NOTE 1: PROVEAN uses the NCBI nr blast database. When a large number of PROVEAN jobs are to be run simultaneously, it is best to make a local copy of the BLAST nr database. This can be done by including the option --local_nr with the provean.sh commandline. There is no reason to use the --local_nr option for one or two jobs, however, as the time taken to copy the database may outweigh the time needed to complete the analysis.

NOTE 2: PROVEAN is a multithreaded program. The number of threads can be changed by setting the option --num_threads. By default the program only uses 1 thread.

Interactive job
Interactive jobs should be used for debugging, graphics, or applications that cannot be run as batch jobs.

Allocate an interactive session and run the program. Sample session:

[user@biowulf]$ sinteractive --cpus-per-task=8 --mem=20g
salloc.exe: Pending job allocation 46116226
salloc.exe: job 46116226 queued and waiting for resources
salloc.exe: job 46116226 has been allocated resources
salloc.exe: Granted job allocation 46116226
salloc.exe: Waiting for resource configuration
salloc.exe: Nodes cn3144 are ready for job

[user@cn3144 ~]$ module load PROVEAN
[user@cn3144 ~]$ ln -s $PROVEAN_EXAMPLES/* .
[user@cn3144 ~]$ provean.sh -q P04637.fasta -v P04637.var --save_supporting_set P04637.sss --num_threads $SLURM_CPUS_PER_TASK

[user@cn3144 ~]$ exit
salloc.exe: Relinquishing job allocation 46116226
[user@biowulf ~]$

Batch job
Most jobs should be run as batch jobs.

Create a batch input file (e.g. PROVEAN.sh).

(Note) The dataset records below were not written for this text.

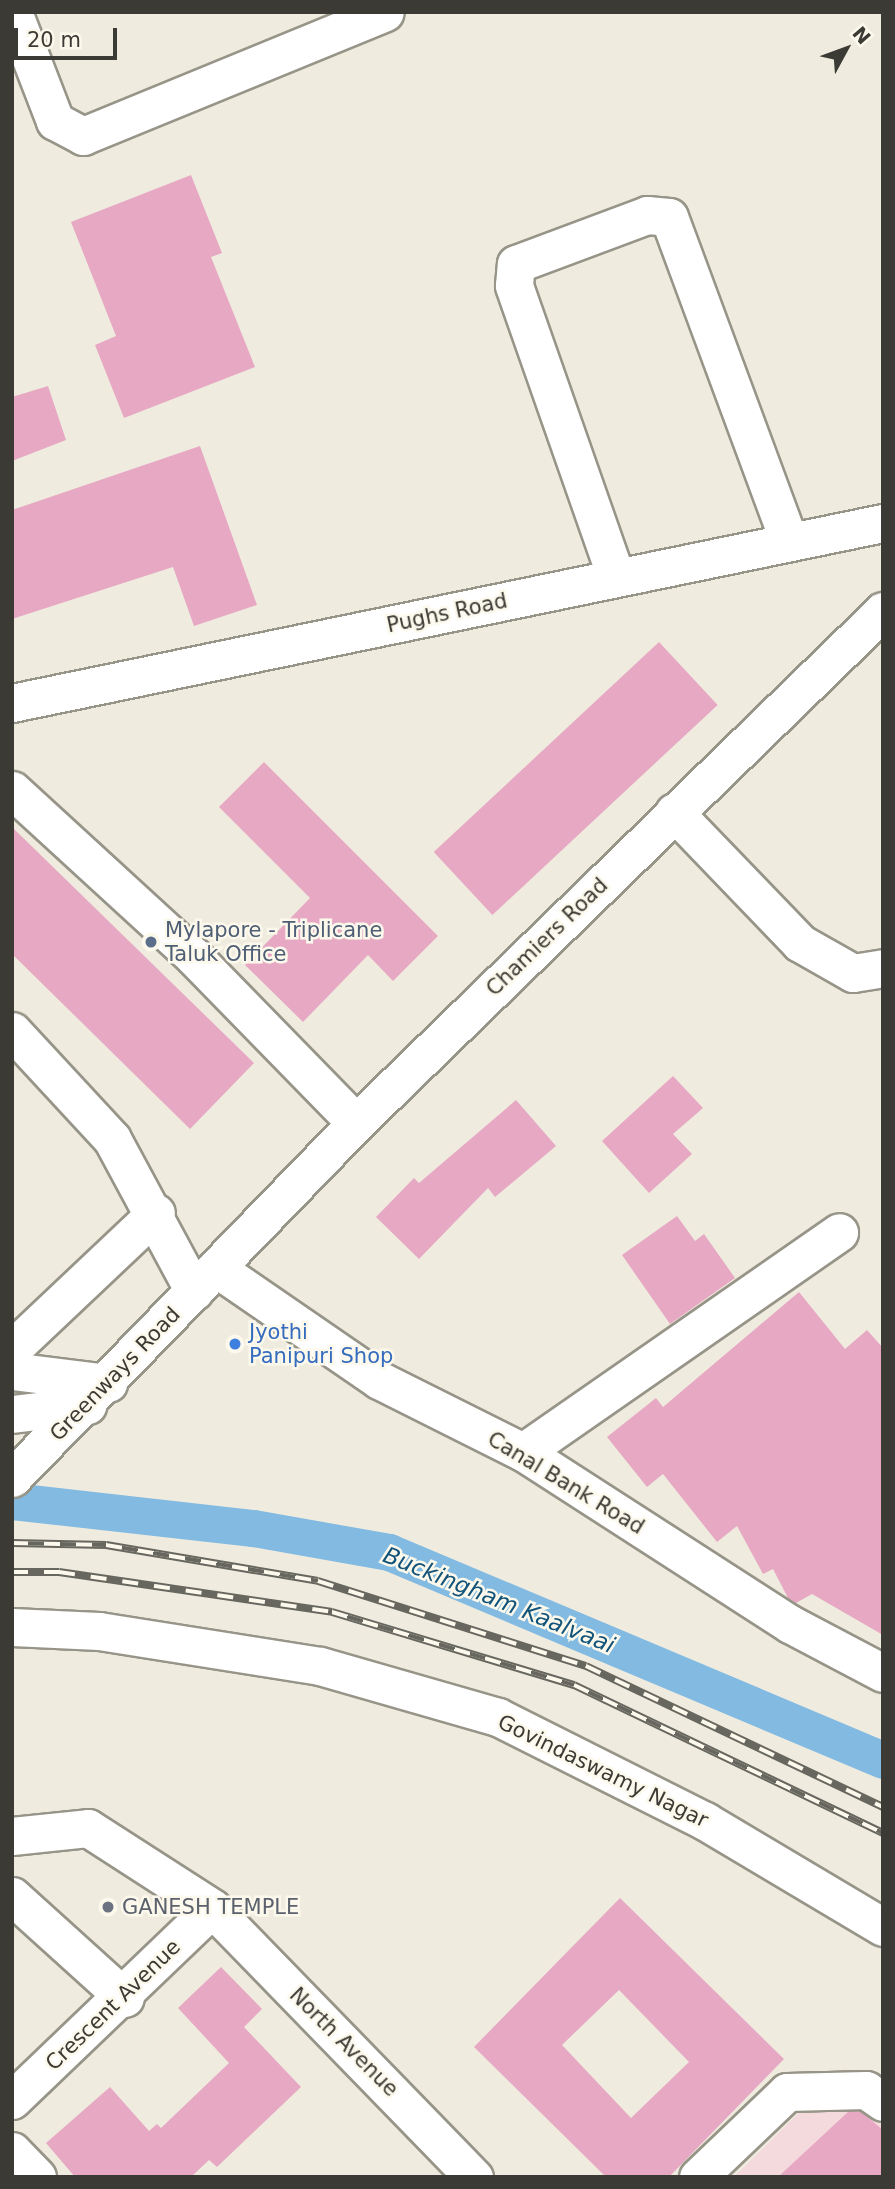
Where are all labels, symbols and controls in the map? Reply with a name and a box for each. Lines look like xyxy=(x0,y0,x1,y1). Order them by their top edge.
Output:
scale bar xyxy=(18,14,121,58)
north arrow xyxy=(811,14,881,84)
text: N xyxy=(848,22,875,48)
text: 20 m xyxy=(27,28,81,52)
street label: Pughs Road xyxy=(384,588,510,638)
street label: Chamiers Road xyxy=(481,873,613,1001)
place label: Mylapore - Triplicane Taluk Office xyxy=(165,917,382,967)
marker: Mylapore - Triplicane Taluk Office xyxy=(143,934,159,950)
street label: Greenways Road xyxy=(45,1302,185,1446)
place label: Jyothi Panipuri Shop xyxy=(249,1319,393,1369)
marker: Jyothi Panipuri Shop xyxy=(227,1336,243,1352)
street label: Canal Bank Road xyxy=(483,1426,649,1540)
water label: Buckingham Kaalvaai xyxy=(379,1541,619,1659)
street label: Govindaswamy Nagar xyxy=(494,1709,712,1833)
place label: GANESH TEMPLE xyxy=(122,1894,299,1920)
marker: GANESH TEMPLE xyxy=(100,1899,116,1915)
street label: Crescent Avenue xyxy=(40,1934,186,2076)
street label: North Avenue xyxy=(284,1982,404,2102)

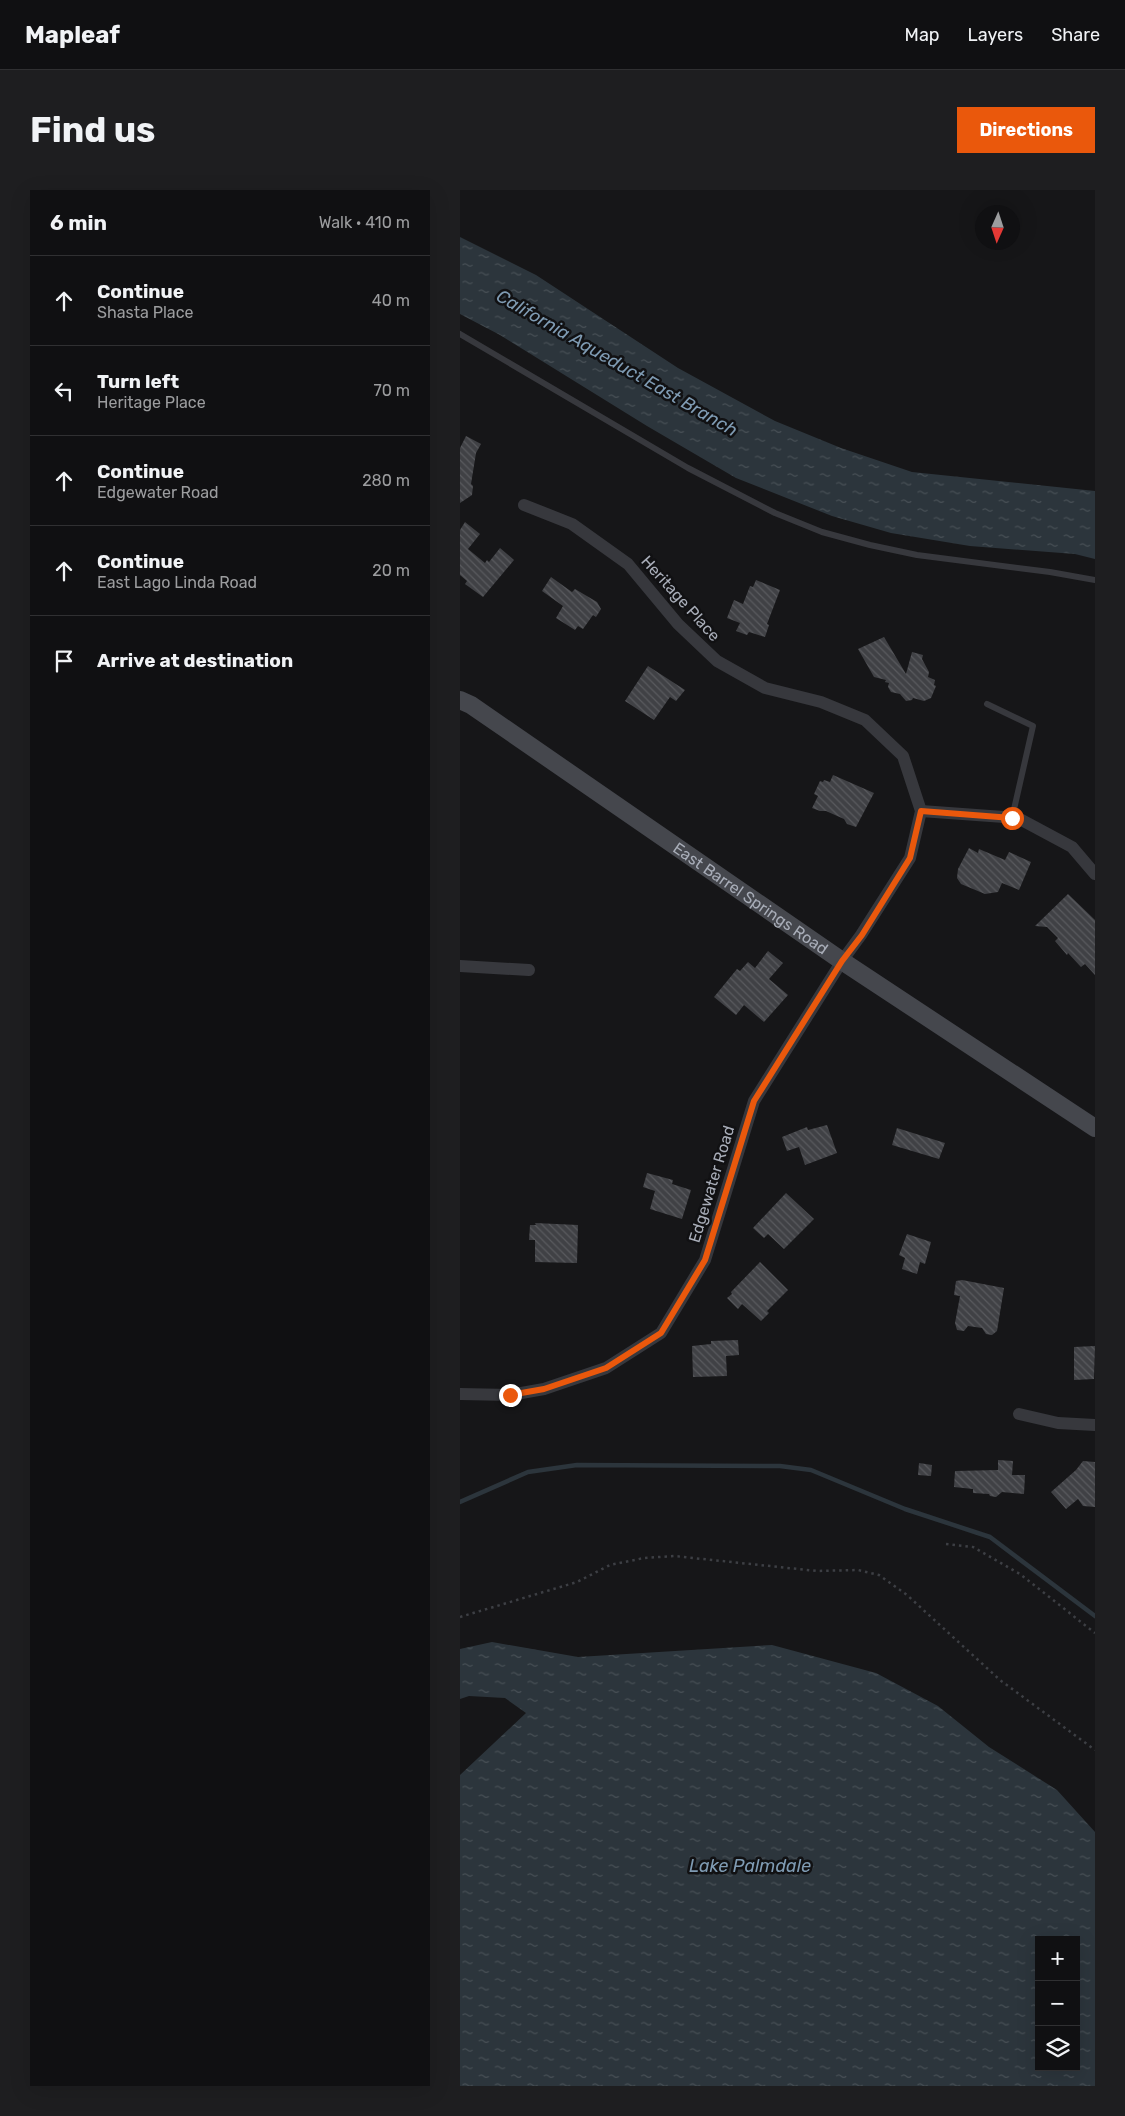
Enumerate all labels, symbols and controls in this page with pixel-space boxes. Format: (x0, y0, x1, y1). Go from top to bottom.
text: Mapleaf (25, 21, 120, 49)
text: Map (905, 24, 940, 46)
text: Layers (968, 24, 1023, 46)
text: Share (1051, 24, 1100, 46)
button: Directions (957, 107, 1095, 153)
text: Find us (30, 109, 155, 151)
north arrow (975, 205, 1020, 250)
text: 6 min (50, 210, 107, 235)
text: Walk · 410 m (319, 213, 410, 232)
text: Continue (97, 280, 184, 303)
water label: California Aqueduct East Branch (493, 285, 742, 441)
icon: ahead (50, 287, 78, 315)
text: 40 m (372, 291, 410, 310)
text: Shasta Place (97, 303, 193, 322)
text: Turn left (97, 370, 179, 393)
icon: left (50, 377, 78, 405)
text: 70 m (373, 381, 410, 400)
text: Heritage Place (97, 393, 206, 412)
text: Continue (97, 460, 184, 483)
icon: ahead (50, 467, 78, 495)
text: 280 m (362, 471, 410, 490)
text: Edgewater Road (97, 483, 219, 502)
text: Continue (97, 550, 184, 573)
street label: Heritage Place (637, 552, 724, 645)
icon: ahead (50, 557, 78, 585)
text: 20 m (372, 561, 410, 580)
text: East Lago Linda Road (97, 573, 257, 592)
icon: arrive (50, 647, 78, 675)
text: Arrive at destination (97, 649, 293, 672)
route start (1001, 807, 1024, 830)
street label: East Barrel Springs Road (669, 838, 832, 959)
street label: Edgewater Road (685, 1123, 738, 1245)
route end (499, 1384, 522, 1407)
water label: Lake Palmdale (689, 1855, 811, 1877)
map controls (1035, 1936, 1080, 2071)
button: + (1035, 1936, 1080, 1981)
button: − (1035, 1981, 1080, 2026)
button: layers (1035, 2026, 1080, 2071)

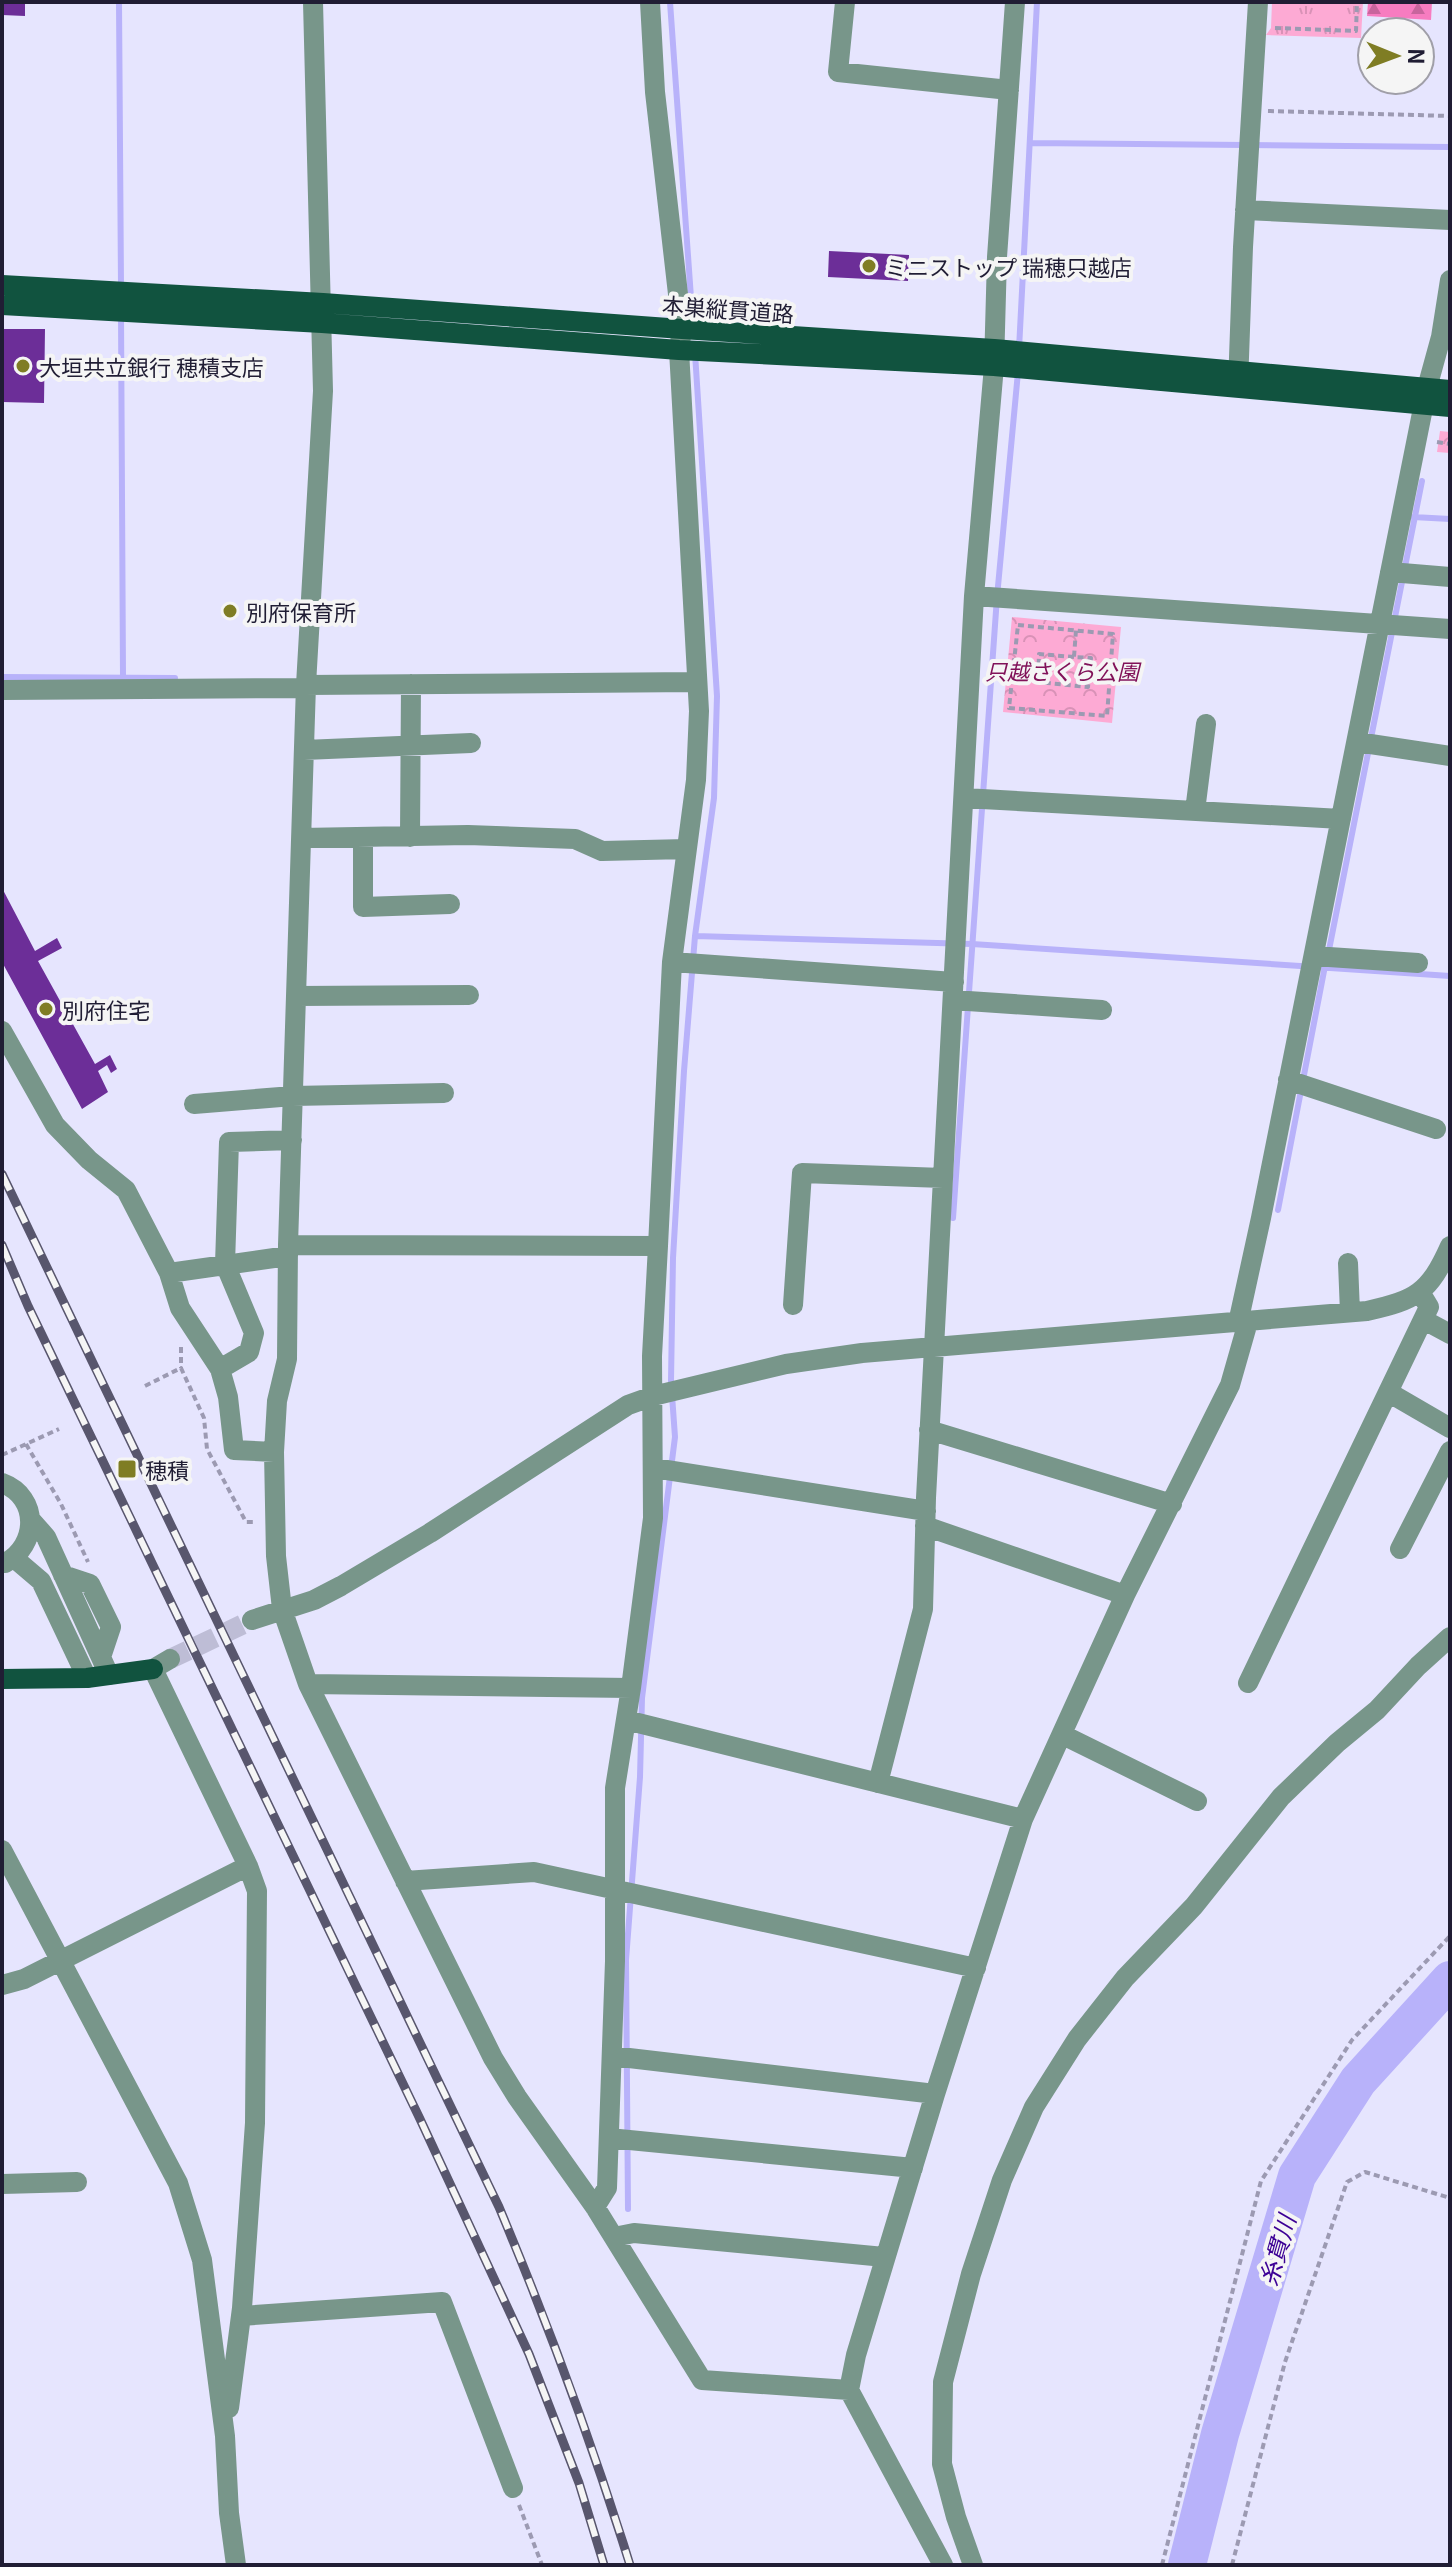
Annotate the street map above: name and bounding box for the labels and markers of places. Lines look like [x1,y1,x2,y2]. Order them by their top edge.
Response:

For example:

#!/bin/bash
module load PROVEAN
provean.sh -q myfasta.fasta -v myfasta.var --save_supporting_set myfasta.sss --num_threads $SLURM_CPUS_PER_TASK > myfasta.out 2>&1

Submit this job using the Slurm sbatch command.

sbatch [--cpus-per-task=#] [--mem=#] PROVEAN.sh
Swarm of Jobs
A swarm of jobs is an easy way to submit a set of independent commands requiring identical resources.

Create a swarmfile (e.g. PROVEAN.swarm). For example:

provean.sh -q seq1.fasta -v seq1.var --local_nr --save_supporting_set seq1.sss
provean.sh -q seq2.fasta -v seq2.var --local_nr --save_supporting_set seq2.sss
provean.sh -q seq3.fasta -v seq3.var --local_nr --save_supporting_set seq3.sss
provean.sh -q seq4.fasta -v seq4.var --local_nr --save_supporting_set seq4.sss

Submit this job using the swarm command.

swarm -f PROVEAN.swarm -g 20 -t 16 --module PROVEAN --gres lscratch:200 --bundle 1000 --time 20
where
-g 20 Number of Gigabytes of memory required for each process (1 line in the swarm command file)
-t 16 Number of threads/CPUs required for each process (1 line in the swarm command file)
--module PROVEAN Loads the PROVEAN module for each subjob in the swarm
--gres lscratch:200 Allocates 200GB of local scratch space for the nr database
--bundle 1000 Makes sure that a small number of nodes are allocated for maximum benefit of --local_nr
--time 20 Average number of minutes per process (1 line in the swarm command file)

Keep in mind it takes about 15-20 minutes to copy the nr database to the local scratch drive. If the number of sequences is less than 50, then this may become a factor.